Edges Definition - Cortext Manager Documentation

Contents and parameters

This page describes the parameters regarding the edges of the maps in the mapping script.

Proximity measure

Proximity Measure

Once you have defined the fields of inquiry along with the correct time periods, co-occurrence networks should be transformed according to a given proximity measure. One can choose co-occurrences based direct (chi2, mutual information, raw, cramer) or indirect measures (cosine, distributional). Direct measures only take into account the raw co-occurrence number between two nodes while indirect measures account for the global distribution of co-occurrences of the two target nodes with all the other nodes.

Usually a standard strategy is to choose direct measures like chi2 for heterogeneous network and indirect measure like distributional measure (or cosine more classically) for homogeneous networks.
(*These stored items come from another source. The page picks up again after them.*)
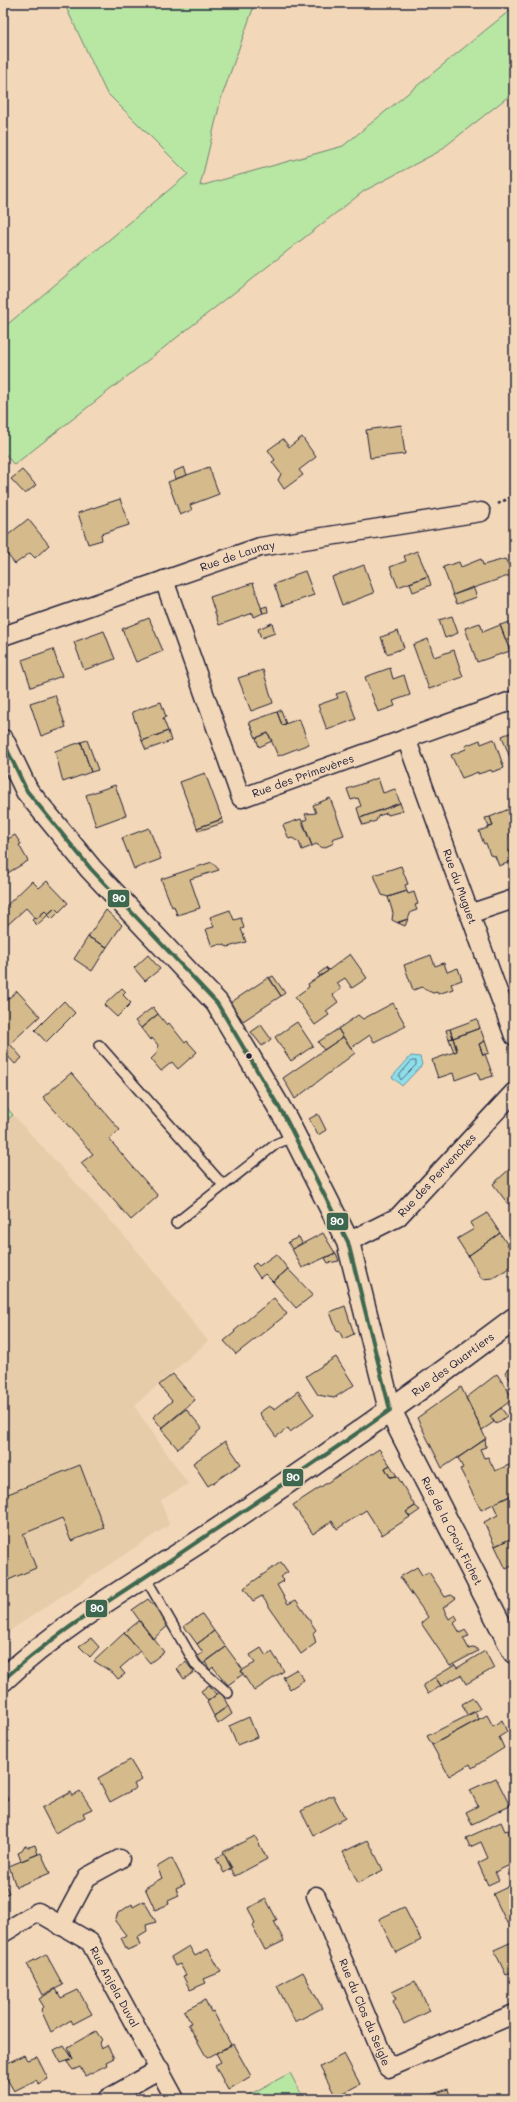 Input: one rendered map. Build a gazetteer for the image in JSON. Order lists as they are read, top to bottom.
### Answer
{
  "streets": {
    "street": [
      "Rue de Launay",
      "Rue des Primevères",
      "Rue du Muguet",
      "Rue des Pervenches",
      "Rue des Quartiers",
      "Rue de la Croix Fichet",
      "Rue Anjela Duval",
      "Rue du Clos du Seigle"
    ]
  },
  "crossings": [
    ["Rue de Launay", "Rue des Primevères"],
    ["Rue des Primevères", "Rue du Muguet"],
    ["Rue des Pervenches", "Rue de la Croix Fichet"],
    ["Rue des Quartiers", "Rue de la Croix Fichet"]
  ],
  "lines": ["transit line 90"]
}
This is the default behavior of the script if you don’t specify any metrics at this step.

Raw measure is also useful when one does not want to affect the original co-occurrences statistics, for example when plotting a collaboration network.

Heterogeneous measures (with the “het” suffix) allow the production of affiliation networks made of nodes from the first field only, whose proximity is computed by comparing their profile according to the second field. The scalar product or the cosine measure is then used to provide networks such as authors connected when sharing the same research interests.

A more thorough and technical explanation of the metrics are available on the metrics page.

Network Filtering: edges filtering advanced settings

An important step when producing a network map is to carefully define the filtering steps. Edges of the weighted network (the weight being equal to proximities between nodes) should be filtered in order to get rid of insignificant edges that may make it difficult for users to visualize its most significant features. Three possibilities are offered: (i) exclude any link whose weight is below the distance threshold, (ii) only select the N most significant edges (top edges according to their weight), (iii) only select the N edges connected to the closest neighbours of each node in the network (top neighbours).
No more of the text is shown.